What you are asked to do :: Without the pictures, output the lines of the material from the very first through the one that holds "flex:none; width:28px; height:28px;".

The records ::
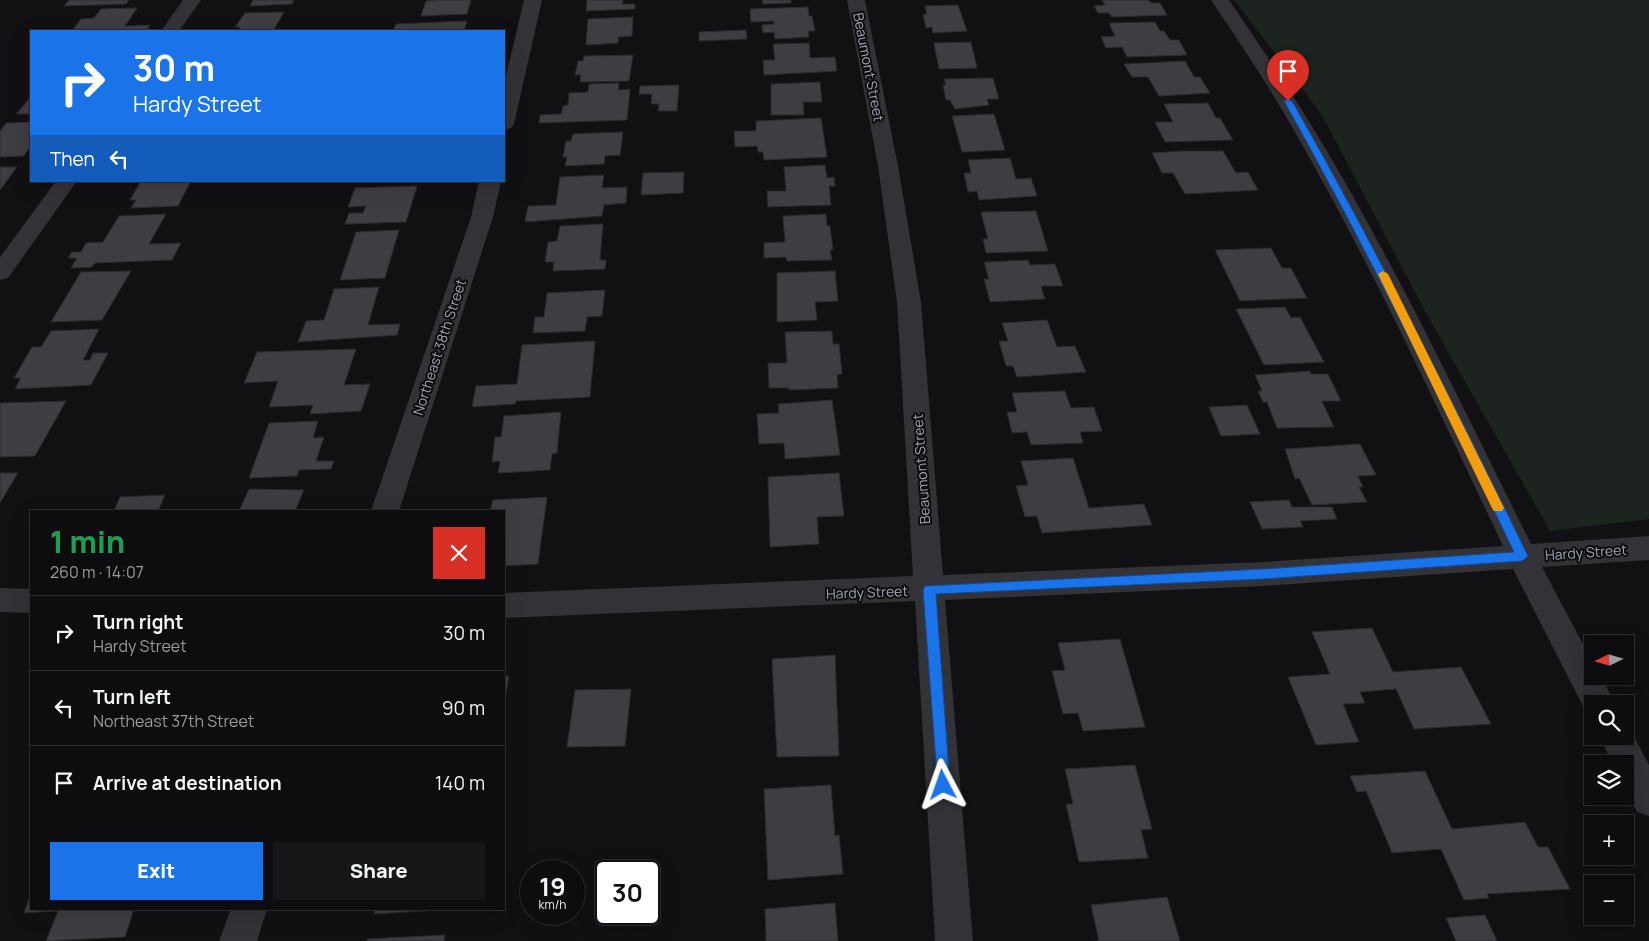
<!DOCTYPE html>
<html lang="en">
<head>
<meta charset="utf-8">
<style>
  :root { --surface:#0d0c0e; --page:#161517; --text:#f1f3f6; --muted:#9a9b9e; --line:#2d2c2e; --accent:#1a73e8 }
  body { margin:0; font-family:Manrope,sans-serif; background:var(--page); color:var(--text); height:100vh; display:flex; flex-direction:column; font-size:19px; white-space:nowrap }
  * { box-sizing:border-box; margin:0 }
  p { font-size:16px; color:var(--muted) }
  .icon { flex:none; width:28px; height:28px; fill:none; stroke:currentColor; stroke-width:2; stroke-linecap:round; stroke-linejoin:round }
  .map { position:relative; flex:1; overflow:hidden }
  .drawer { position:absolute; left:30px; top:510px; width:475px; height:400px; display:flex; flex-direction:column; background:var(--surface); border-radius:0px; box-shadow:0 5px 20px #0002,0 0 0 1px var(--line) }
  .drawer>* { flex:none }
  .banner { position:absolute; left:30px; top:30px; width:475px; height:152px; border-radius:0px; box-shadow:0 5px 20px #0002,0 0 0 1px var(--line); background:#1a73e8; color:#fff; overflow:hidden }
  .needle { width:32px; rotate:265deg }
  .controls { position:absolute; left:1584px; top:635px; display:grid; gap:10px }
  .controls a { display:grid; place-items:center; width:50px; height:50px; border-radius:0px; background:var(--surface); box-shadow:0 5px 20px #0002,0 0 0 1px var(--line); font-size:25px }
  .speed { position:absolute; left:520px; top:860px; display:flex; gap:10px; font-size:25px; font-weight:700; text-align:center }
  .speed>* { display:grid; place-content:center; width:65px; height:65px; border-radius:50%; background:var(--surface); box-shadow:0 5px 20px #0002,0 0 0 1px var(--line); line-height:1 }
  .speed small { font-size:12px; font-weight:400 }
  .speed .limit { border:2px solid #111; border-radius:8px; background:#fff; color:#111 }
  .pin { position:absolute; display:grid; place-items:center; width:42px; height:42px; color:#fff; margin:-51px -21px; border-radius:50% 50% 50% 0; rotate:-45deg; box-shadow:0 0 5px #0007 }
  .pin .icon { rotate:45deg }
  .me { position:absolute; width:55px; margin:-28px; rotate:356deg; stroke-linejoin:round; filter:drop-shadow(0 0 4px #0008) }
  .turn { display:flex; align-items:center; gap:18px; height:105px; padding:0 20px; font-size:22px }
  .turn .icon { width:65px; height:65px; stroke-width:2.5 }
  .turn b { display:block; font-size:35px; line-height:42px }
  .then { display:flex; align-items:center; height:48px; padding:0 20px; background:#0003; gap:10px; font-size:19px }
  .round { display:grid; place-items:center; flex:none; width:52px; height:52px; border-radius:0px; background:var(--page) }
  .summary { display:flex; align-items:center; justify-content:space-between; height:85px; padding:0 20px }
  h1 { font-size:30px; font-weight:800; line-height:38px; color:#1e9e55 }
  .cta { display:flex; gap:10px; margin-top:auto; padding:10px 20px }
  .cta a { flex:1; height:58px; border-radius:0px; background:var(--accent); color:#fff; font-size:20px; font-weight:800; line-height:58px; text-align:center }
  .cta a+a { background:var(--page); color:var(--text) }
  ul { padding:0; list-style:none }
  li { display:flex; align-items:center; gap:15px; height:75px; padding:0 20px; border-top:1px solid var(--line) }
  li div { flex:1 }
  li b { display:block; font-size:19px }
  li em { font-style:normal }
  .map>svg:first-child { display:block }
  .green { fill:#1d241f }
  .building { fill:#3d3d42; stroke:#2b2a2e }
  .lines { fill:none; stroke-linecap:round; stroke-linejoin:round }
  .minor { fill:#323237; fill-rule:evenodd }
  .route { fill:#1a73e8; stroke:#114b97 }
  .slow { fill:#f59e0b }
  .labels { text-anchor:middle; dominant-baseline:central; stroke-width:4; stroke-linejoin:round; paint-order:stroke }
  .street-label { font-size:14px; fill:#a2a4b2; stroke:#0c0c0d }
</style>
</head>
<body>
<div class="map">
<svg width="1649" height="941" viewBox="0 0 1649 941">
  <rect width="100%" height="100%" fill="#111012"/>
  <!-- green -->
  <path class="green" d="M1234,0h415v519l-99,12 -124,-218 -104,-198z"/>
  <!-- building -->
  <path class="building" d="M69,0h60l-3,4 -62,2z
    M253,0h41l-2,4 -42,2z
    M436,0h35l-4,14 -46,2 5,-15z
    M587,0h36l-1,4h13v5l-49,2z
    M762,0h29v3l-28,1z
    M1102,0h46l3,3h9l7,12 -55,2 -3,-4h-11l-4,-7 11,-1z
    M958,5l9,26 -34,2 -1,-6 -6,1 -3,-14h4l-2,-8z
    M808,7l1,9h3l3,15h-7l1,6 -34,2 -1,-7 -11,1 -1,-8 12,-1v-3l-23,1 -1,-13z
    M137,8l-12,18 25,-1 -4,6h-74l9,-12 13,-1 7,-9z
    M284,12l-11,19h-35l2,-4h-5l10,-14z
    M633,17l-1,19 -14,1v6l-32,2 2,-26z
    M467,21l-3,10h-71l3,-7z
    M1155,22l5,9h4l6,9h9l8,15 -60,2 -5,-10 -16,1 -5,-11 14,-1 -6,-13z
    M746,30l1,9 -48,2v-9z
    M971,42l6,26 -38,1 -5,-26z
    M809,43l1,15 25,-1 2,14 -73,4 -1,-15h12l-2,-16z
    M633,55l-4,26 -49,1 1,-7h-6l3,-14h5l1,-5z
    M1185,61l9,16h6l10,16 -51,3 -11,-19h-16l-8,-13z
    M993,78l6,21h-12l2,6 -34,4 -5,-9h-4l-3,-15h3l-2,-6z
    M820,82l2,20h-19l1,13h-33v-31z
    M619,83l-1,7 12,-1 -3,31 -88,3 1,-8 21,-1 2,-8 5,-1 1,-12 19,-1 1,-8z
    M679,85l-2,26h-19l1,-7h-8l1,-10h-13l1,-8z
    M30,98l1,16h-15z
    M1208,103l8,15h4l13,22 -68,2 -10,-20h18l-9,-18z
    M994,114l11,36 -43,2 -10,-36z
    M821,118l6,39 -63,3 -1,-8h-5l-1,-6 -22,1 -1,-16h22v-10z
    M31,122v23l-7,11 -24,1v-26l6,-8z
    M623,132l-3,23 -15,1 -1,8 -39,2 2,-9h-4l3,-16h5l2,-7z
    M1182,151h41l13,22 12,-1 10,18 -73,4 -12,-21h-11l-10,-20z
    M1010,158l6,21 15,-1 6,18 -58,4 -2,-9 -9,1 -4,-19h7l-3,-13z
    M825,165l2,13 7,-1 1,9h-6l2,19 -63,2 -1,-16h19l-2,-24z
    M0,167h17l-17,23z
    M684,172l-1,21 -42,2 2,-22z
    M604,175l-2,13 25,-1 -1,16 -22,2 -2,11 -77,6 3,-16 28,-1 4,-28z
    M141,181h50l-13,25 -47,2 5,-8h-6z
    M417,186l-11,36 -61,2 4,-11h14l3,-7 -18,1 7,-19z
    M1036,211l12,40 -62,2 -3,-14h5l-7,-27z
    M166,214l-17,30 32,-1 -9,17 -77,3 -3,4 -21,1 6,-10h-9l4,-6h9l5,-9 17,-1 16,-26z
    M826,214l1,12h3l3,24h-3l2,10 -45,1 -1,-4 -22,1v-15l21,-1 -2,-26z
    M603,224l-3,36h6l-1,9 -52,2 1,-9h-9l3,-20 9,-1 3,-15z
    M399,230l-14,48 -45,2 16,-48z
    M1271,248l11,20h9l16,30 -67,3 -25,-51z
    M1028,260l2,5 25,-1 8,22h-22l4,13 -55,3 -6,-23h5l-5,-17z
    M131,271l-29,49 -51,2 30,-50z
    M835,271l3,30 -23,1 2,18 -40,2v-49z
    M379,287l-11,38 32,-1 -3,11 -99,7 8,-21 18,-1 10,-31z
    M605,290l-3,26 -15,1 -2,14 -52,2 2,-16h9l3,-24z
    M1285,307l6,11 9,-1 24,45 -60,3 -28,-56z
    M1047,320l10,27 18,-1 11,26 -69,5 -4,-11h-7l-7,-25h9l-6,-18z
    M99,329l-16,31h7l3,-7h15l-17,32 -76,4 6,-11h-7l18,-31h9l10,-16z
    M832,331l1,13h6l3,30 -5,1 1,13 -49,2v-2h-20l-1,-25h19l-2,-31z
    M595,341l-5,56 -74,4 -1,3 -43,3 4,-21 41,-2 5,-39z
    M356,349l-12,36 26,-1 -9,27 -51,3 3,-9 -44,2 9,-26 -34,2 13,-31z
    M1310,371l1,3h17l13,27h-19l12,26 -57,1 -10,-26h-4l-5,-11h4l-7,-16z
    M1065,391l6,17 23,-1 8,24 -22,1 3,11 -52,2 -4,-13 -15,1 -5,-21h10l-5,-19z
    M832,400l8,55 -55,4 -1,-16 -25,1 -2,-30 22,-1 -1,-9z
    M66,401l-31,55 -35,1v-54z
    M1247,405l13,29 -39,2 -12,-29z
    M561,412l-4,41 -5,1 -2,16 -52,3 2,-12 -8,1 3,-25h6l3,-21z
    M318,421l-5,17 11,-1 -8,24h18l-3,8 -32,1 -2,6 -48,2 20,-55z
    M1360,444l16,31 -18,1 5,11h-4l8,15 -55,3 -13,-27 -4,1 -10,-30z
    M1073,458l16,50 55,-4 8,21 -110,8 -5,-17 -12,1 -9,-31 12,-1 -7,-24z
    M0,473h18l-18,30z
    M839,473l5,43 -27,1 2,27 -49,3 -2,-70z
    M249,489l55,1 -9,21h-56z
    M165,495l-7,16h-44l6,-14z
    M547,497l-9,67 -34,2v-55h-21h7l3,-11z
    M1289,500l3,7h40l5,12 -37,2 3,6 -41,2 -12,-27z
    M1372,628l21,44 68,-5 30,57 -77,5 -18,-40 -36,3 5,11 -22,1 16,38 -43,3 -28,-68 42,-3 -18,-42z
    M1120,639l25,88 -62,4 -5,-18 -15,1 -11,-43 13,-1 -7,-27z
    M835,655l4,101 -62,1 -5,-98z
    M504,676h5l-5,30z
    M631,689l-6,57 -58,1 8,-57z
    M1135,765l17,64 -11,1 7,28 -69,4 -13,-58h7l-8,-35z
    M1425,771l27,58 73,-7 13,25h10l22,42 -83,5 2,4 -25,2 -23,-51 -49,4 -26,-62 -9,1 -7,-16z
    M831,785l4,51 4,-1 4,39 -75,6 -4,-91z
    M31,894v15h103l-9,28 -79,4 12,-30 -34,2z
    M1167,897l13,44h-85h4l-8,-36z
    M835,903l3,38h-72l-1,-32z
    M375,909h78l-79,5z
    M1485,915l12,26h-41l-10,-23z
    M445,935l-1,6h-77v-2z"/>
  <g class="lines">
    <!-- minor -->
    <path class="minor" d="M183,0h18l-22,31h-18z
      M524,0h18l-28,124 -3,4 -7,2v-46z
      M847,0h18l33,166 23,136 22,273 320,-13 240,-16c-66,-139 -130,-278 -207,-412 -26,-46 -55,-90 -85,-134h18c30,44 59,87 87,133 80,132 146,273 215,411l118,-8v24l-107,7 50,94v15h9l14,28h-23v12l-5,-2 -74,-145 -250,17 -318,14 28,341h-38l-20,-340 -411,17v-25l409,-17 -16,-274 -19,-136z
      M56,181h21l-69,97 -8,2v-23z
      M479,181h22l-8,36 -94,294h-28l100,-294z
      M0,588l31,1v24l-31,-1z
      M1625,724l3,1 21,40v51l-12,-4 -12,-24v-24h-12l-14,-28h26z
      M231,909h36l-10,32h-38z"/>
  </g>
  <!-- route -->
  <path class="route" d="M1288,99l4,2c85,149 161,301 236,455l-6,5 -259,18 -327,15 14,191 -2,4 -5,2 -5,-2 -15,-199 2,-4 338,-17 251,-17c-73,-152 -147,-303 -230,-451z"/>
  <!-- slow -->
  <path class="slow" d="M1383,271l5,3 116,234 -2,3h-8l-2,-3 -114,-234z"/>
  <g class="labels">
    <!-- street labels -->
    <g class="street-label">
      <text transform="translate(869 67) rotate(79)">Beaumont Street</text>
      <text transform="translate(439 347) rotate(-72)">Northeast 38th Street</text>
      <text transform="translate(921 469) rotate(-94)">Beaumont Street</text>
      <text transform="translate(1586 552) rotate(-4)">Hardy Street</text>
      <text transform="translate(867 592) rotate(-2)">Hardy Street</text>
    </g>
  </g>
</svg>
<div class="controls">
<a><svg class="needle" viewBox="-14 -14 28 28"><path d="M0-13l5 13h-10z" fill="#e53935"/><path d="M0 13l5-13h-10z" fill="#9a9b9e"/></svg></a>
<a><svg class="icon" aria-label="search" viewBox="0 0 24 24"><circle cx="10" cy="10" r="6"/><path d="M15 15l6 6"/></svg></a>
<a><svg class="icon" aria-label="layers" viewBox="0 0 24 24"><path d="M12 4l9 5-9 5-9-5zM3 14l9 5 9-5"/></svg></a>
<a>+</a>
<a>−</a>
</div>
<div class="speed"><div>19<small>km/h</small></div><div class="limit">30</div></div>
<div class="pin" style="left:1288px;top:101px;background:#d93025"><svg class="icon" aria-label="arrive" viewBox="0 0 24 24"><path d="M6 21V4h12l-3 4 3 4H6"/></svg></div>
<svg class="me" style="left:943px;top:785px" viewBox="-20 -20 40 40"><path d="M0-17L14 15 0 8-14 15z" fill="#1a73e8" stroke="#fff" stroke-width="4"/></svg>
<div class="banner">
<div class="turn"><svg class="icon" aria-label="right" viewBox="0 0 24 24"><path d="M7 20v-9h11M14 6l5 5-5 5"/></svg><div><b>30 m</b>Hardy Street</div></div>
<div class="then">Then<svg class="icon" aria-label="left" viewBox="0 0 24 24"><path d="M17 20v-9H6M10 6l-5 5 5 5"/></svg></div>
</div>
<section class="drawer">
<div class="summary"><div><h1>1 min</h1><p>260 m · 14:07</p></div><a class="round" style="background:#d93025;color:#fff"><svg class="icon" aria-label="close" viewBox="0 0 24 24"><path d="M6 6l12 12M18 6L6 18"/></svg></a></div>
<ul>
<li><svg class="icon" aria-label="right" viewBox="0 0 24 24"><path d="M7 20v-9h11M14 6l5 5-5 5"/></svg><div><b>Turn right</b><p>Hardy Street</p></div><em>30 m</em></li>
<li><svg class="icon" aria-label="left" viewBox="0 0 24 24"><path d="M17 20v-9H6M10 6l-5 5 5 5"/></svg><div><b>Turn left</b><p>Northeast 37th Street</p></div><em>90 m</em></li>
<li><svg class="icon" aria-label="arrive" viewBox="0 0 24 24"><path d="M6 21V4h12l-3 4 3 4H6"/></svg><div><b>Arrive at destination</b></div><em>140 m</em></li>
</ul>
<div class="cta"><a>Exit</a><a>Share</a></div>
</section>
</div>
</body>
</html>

Reply to the task ::
<!DOCTYPE html>
<html lang="en">
<head>
<meta charset="utf-8">
<style>
  :root { --surface:#0d0c0e; --page:#161517; --text:#f1f3f6; --muted:#9a9b9e; --line:#2d2c2e; --accent:#1a73e8 }
  body { margin:0; font-family:Manrope,sans-serif; background:var(--page); color:var(--text); height:100vh; display:flex; flex-direction:column; font-size:19px; white-space:nowrap }
  * { box-sizing:border-box; margin:0 }
  p { font-size:16px; color:var(--muted) }
  .icon { flex:none; width:28px; height:28px; fill:none; stroke:currentColor; stroke-width:2; stroke-linecap:round; stroke-linejoin:round }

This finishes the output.